* [EXERCISE] Transcribe every entry below word for word, but skip the pictures.

● ● ● ● ● ● ●

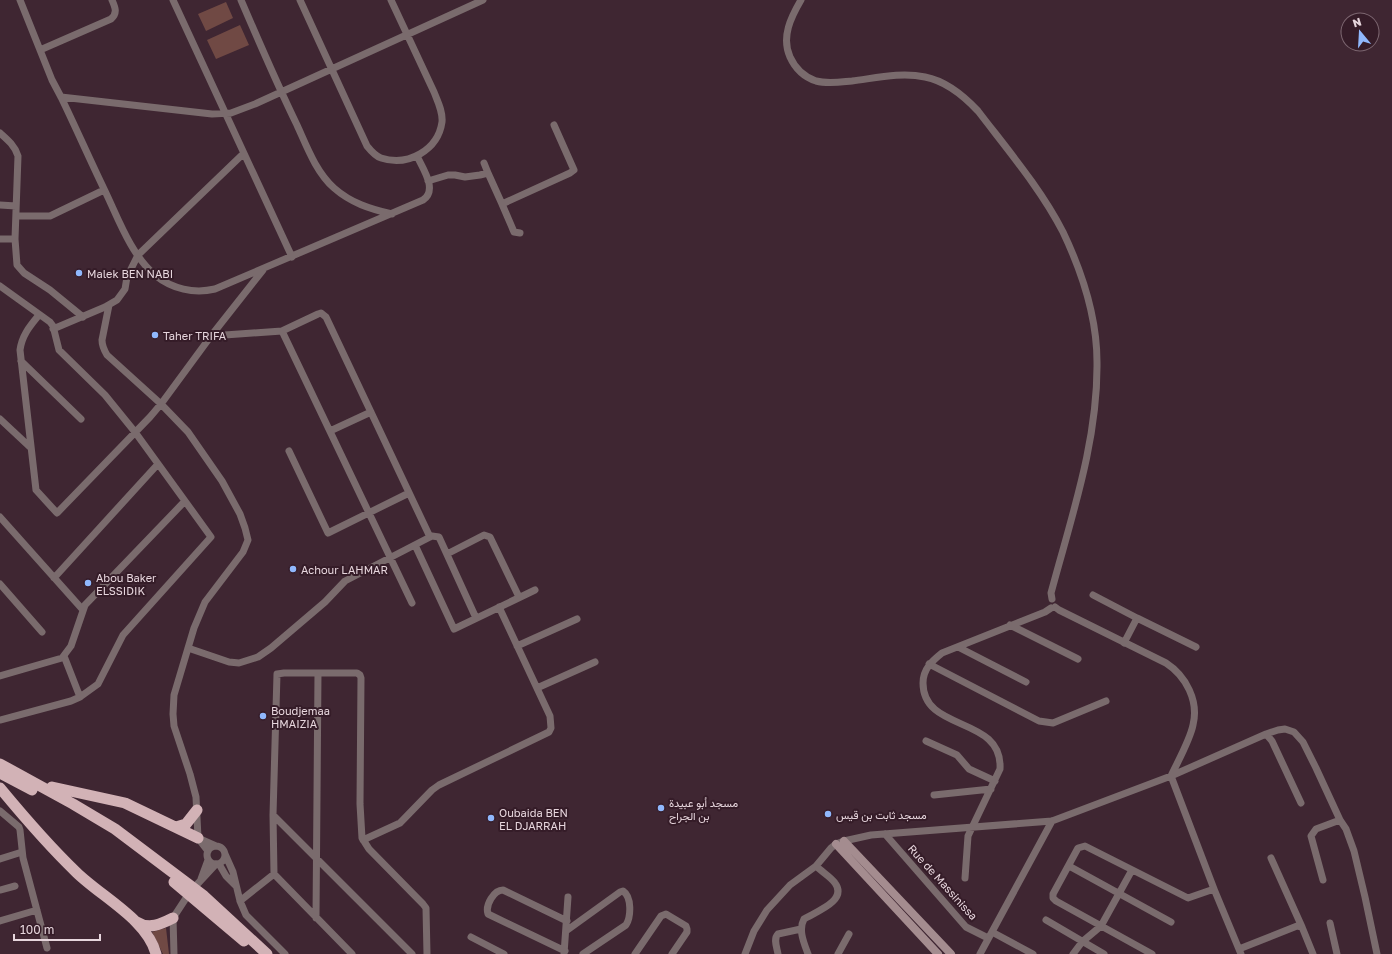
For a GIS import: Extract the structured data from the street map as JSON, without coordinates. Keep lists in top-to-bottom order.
{
  "streets": {
    "street": ["Rue de Massinissa"]
  },
  "places": [
    "Malek BEN NABI",
    "Taher TRIFA",
    "Achour LAHMAR",
    "Abou Baker ELSSIDIK",
    "Boudjemaa HMAIZIA",
    "مسجد أبو عبيدة بن الجراح",
    "مسجد ثابت بن قيس",
    "Oubaida BEN EL DJARRAH"
  ],
  "scale_bar": "100 m",
  "north": "top"
}
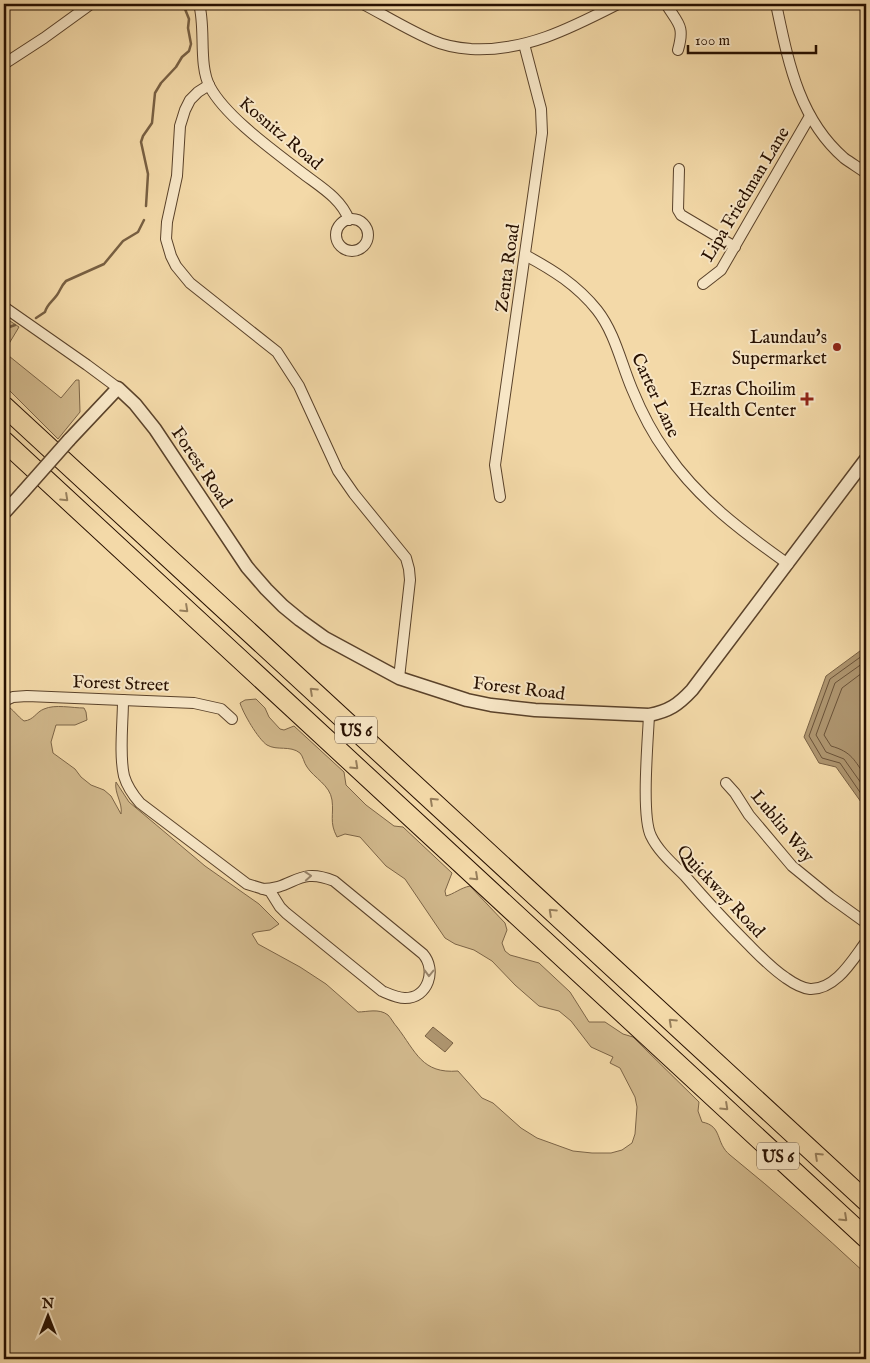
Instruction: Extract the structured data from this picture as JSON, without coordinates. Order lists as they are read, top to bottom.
{
  "streets": {
    "highway": ["US 6"],
    "street": [
      "Kosnitz Road",
      "Lipa Friedman Lane",
      "Zenta Road",
      "Carter Lane",
      "Forest Road",
      "Forest Street",
      "Lublin Way",
      "Quickway Road"
    ]
  },
  "crossings": [
    ["Zenta Road", "Carter Lane"],
    ["Carter Lane", "Forest Road"],
    ["Forest Road", "Quickway Road"]
  ],
  "places": {
    "other": ["Laundau's Supermarket"],
    "health": ["Ezras Choilim Health Center"]
  },
  "scale_bar": "100 m",
  "north": "top"
}
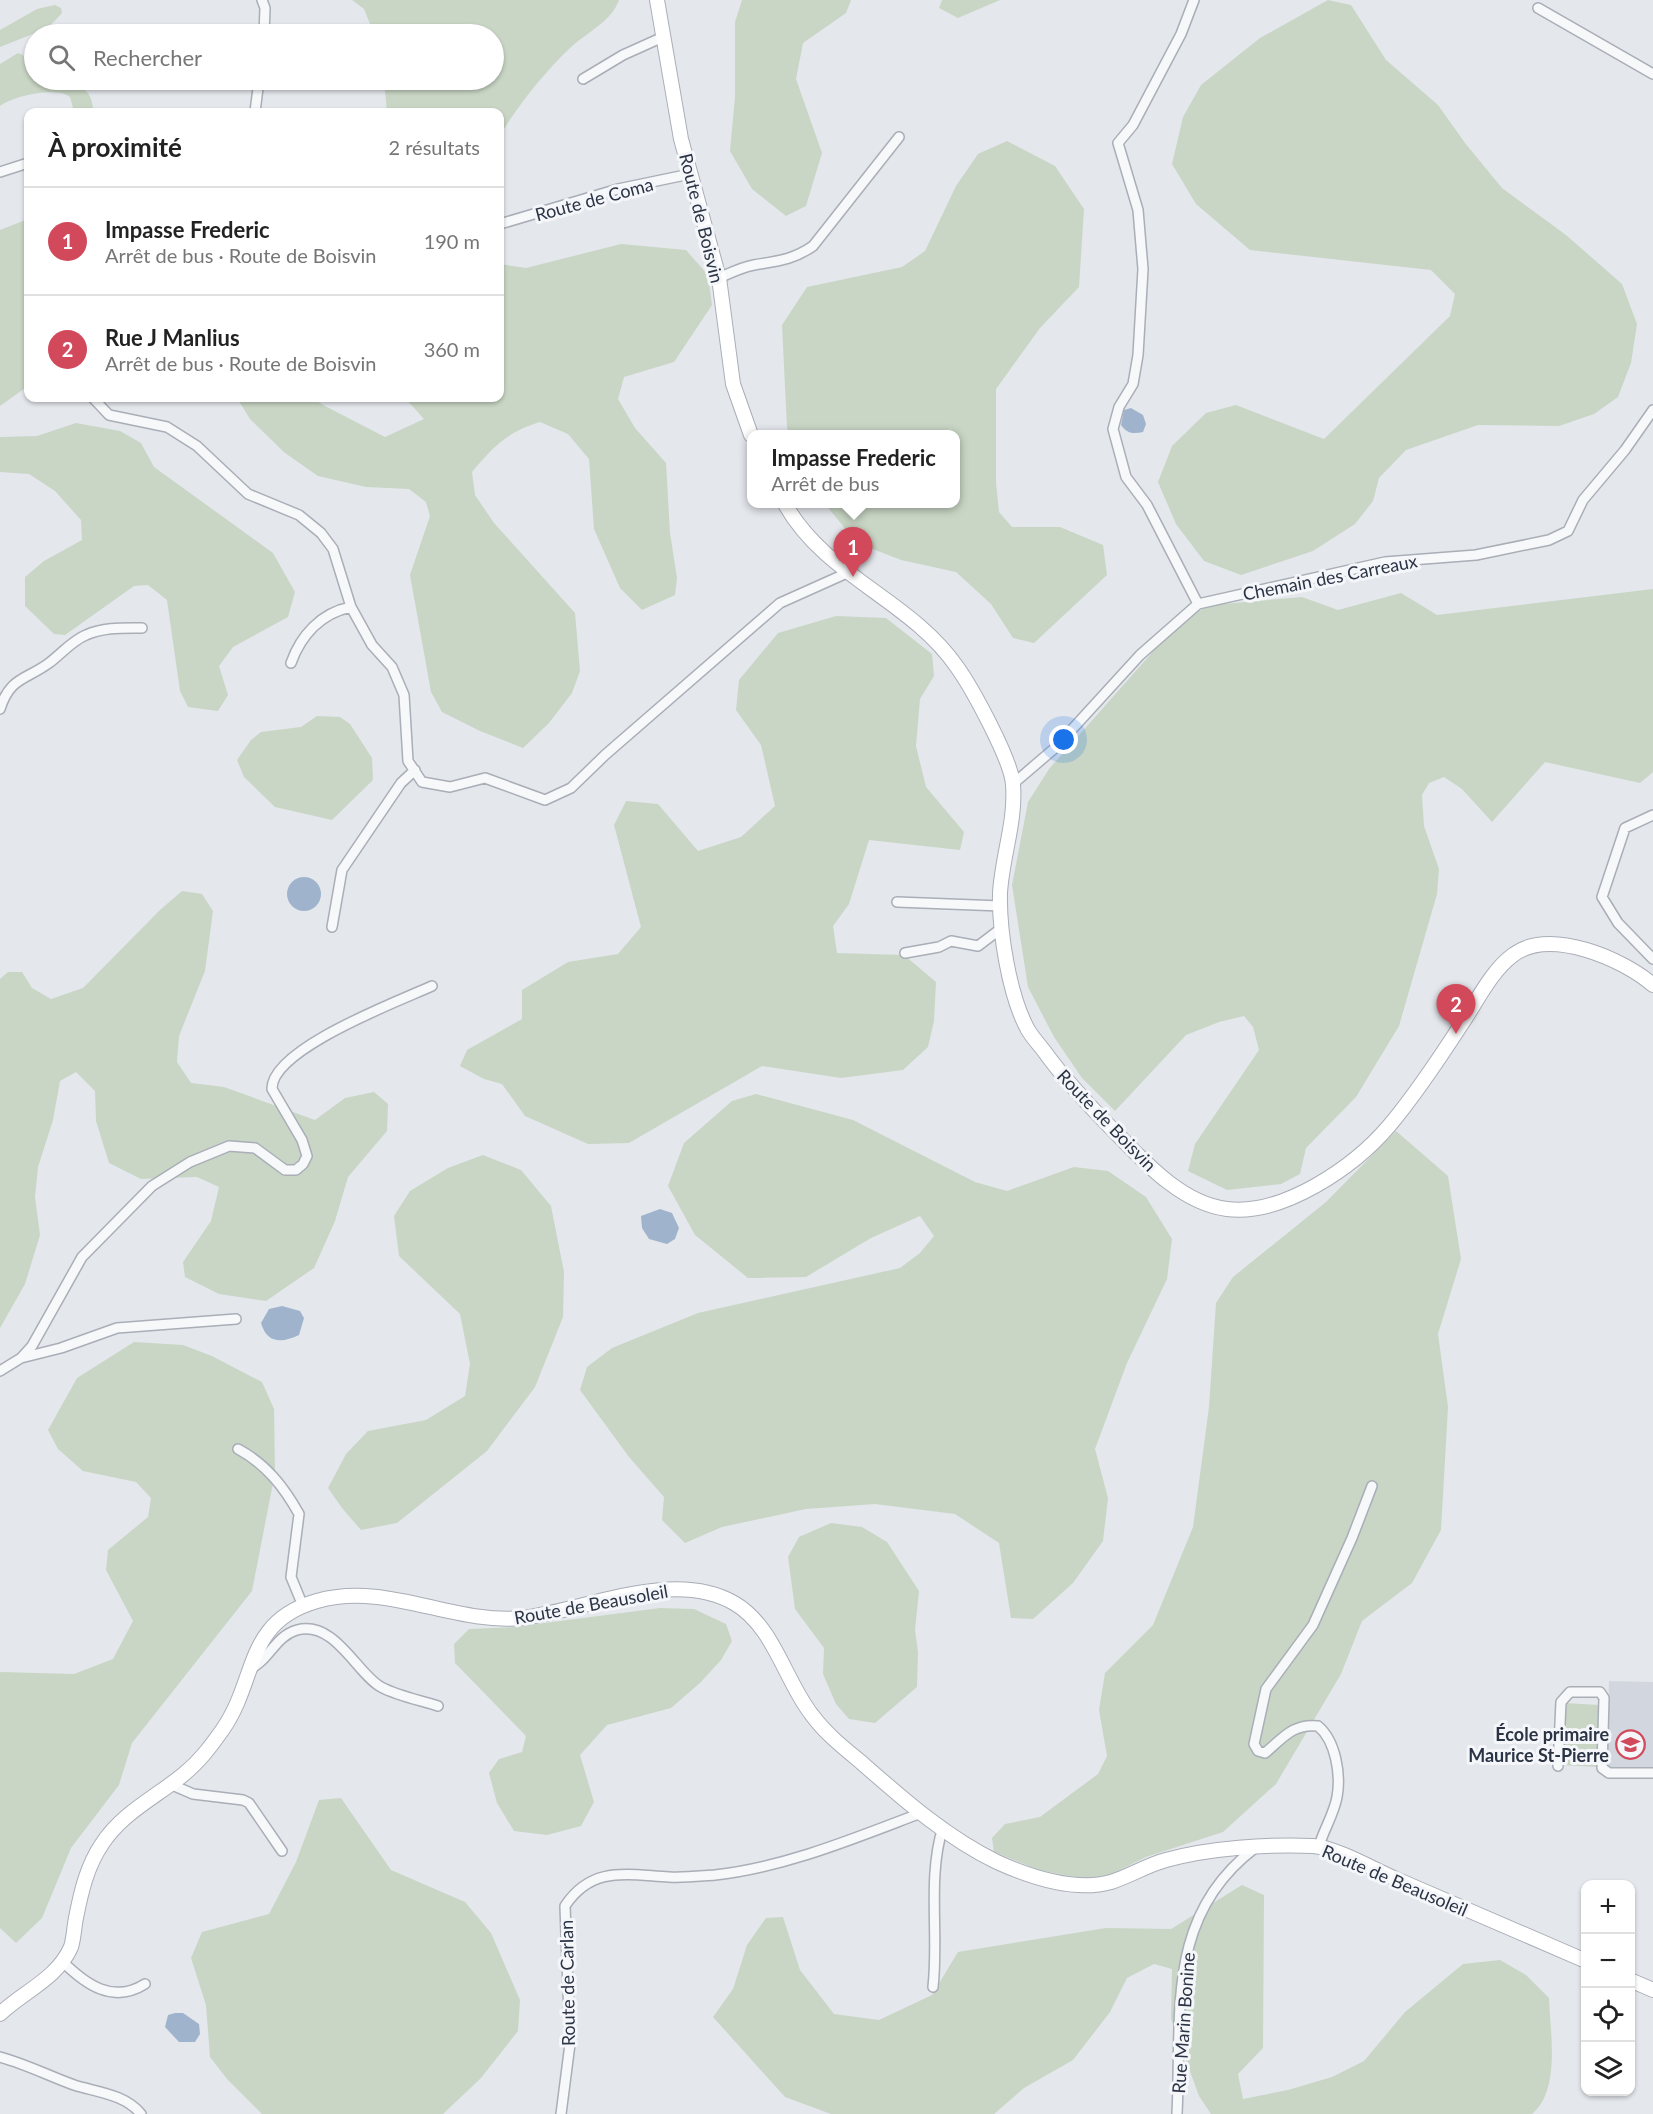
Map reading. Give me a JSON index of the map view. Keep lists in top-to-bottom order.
{
  "streets": {
    "street": [
      "Route de Coma",
      "Route de Boisvin",
      "Chemain des Carreaux",
      "Route de Beausoleil",
      "Route de Carlan",
      "Rue Marin Bonine"
    ]
  },
  "crossings": [
    ["Route de Coma", "Route de Boisvin"],
    ["Route de Boisvin", "Chemain des Carreaux"],
    ["Route de Beausoleil", "Route de Carlan"],
    ["Route de Beausoleil", "Rue Marin Bonine"]
  ],
  "places": {
    "school or university": ["École primaire Maurice St-Pierre"]
  },
  "page": {
    "search": "Rechercher",
    "heading": ["À proximité", "2 résultats"],
    "list": [
      {
        "mark": "1",
        "name": "Impasse Frederic",
        "note": "Arrêt de bus · Route de Boisvin",
        "value": "190 m"
      },
      {
        "mark": "2",
        "name": "Rue J Manlius",
        "note": "Arrêt de bus · Route de Boisvin",
        "value": "360 m"
      }
    ],
    "popup": ["Impasse Frederic", "Arrêt de bus"],
    "pins": ["1", "2"],
    "map_buttons": ["+", "−"]
  }
}
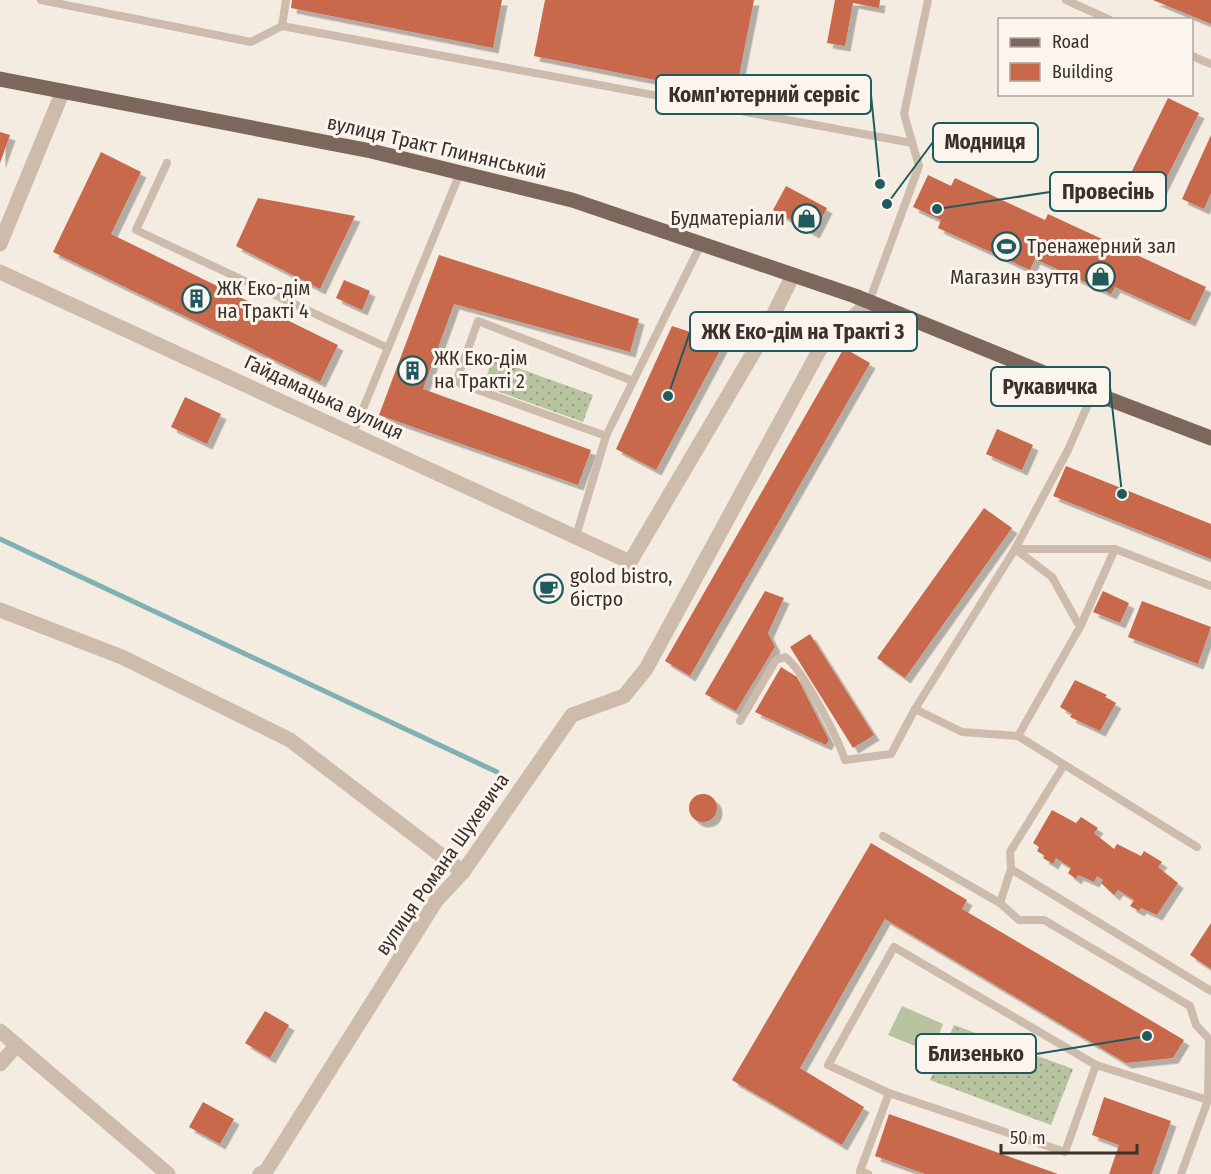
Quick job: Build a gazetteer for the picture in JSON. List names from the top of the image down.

● ● ● ● ● ● ●

* [TASK RESPONSE]
For a GIS import: Extract the structured data from the street map as JSON, without coordinates. Keep lists in top-to-bottom order.
{
  "streets": {
    "street": ["Rue de Massinissa"]
  },
  "places": [
    "Malek BEN NABI",
    "Taher TRIFA",
    "Achour LAHMAR",
    "Abou Baker ELSSIDIK",
    "Boudjemaa HMAIZIA",
    "مسجد أبو عبيدة بن الجراح",
    "مسجد ثابت بن قيس",
    "Oubaida BEN EL DJARRAH"
  ],
  "scale_bar": "100 m",
  "north": "top"
}
Instruction: Extract the structured data from this picture as JSON, without coordinates. Order lists as they are read, top to bottom.
{
  "streets": {
    "highway": ["US 6"],
    "street": [
      "Kosnitz Road",
      "Lipa Friedman Lane",
      "Zenta Road",
      "Carter Lane",
      "Forest Road",
      "Forest Street",
      "Lublin Way",
      "Quickway Road"
    ]
  },
  "crossings": [
    ["Zenta Road", "Carter Lane"],
    ["Carter Lane", "Forest Road"],
    ["Forest Road", "Quickway Road"]
  ],
  "places": {
    "other": ["Laundau's Supermarket"],
    "health": ["Ezras Choilim Health Center"]
  },
  "scale_bar": "100 m",
  "north": "top"
}
Map reading. Give me a JSON index of the map view. Keep lists in top-to-bottom order.
{
  "streets": {
    "street": [
      "Route de Coma",
      "Route de Boisvin",
      "Chemain des Carreaux",
      "Route de Beausoleil",
      "Route de Carlan",
      "Rue Marin Bonine"
    ]
  },
  "crossings": [
    ["Route de Coma", "Route de Boisvin"],
    ["Route de Boisvin", "Chemain des Carreaux"],
    ["Route de Beausoleil", "Route de Carlan"],
    ["Route de Beausoleil", "Rue Marin Bonine"]
  ],
  "places": {
    "school or university": ["École primaire Maurice St-Pierre"]
  },
  "page": {
    "search": "Rechercher",
    "heading": ["À proximité", "2 résultats"],
    "list": [
      {
        "mark": "1",
        "name": "Impasse Frederic",
        "note": "Arrêt de bus · Route de Boisvin",
        "value": "190 m"
      },
      {
        "mark": "2",
        "name": "Rue J Manlius",
        "note": "Arrêt de bus · Route de Boisvin",
        "value": "360 m"
      }
    ],
    "popup": ["Impasse Frederic", "Arrêt de bus"],
    "pins": ["1", "2"],
    "map_buttons": ["+", "−"]
  }
}
Quick job: Build a gazetteer for the picture in JSON. List names from the top of the image down.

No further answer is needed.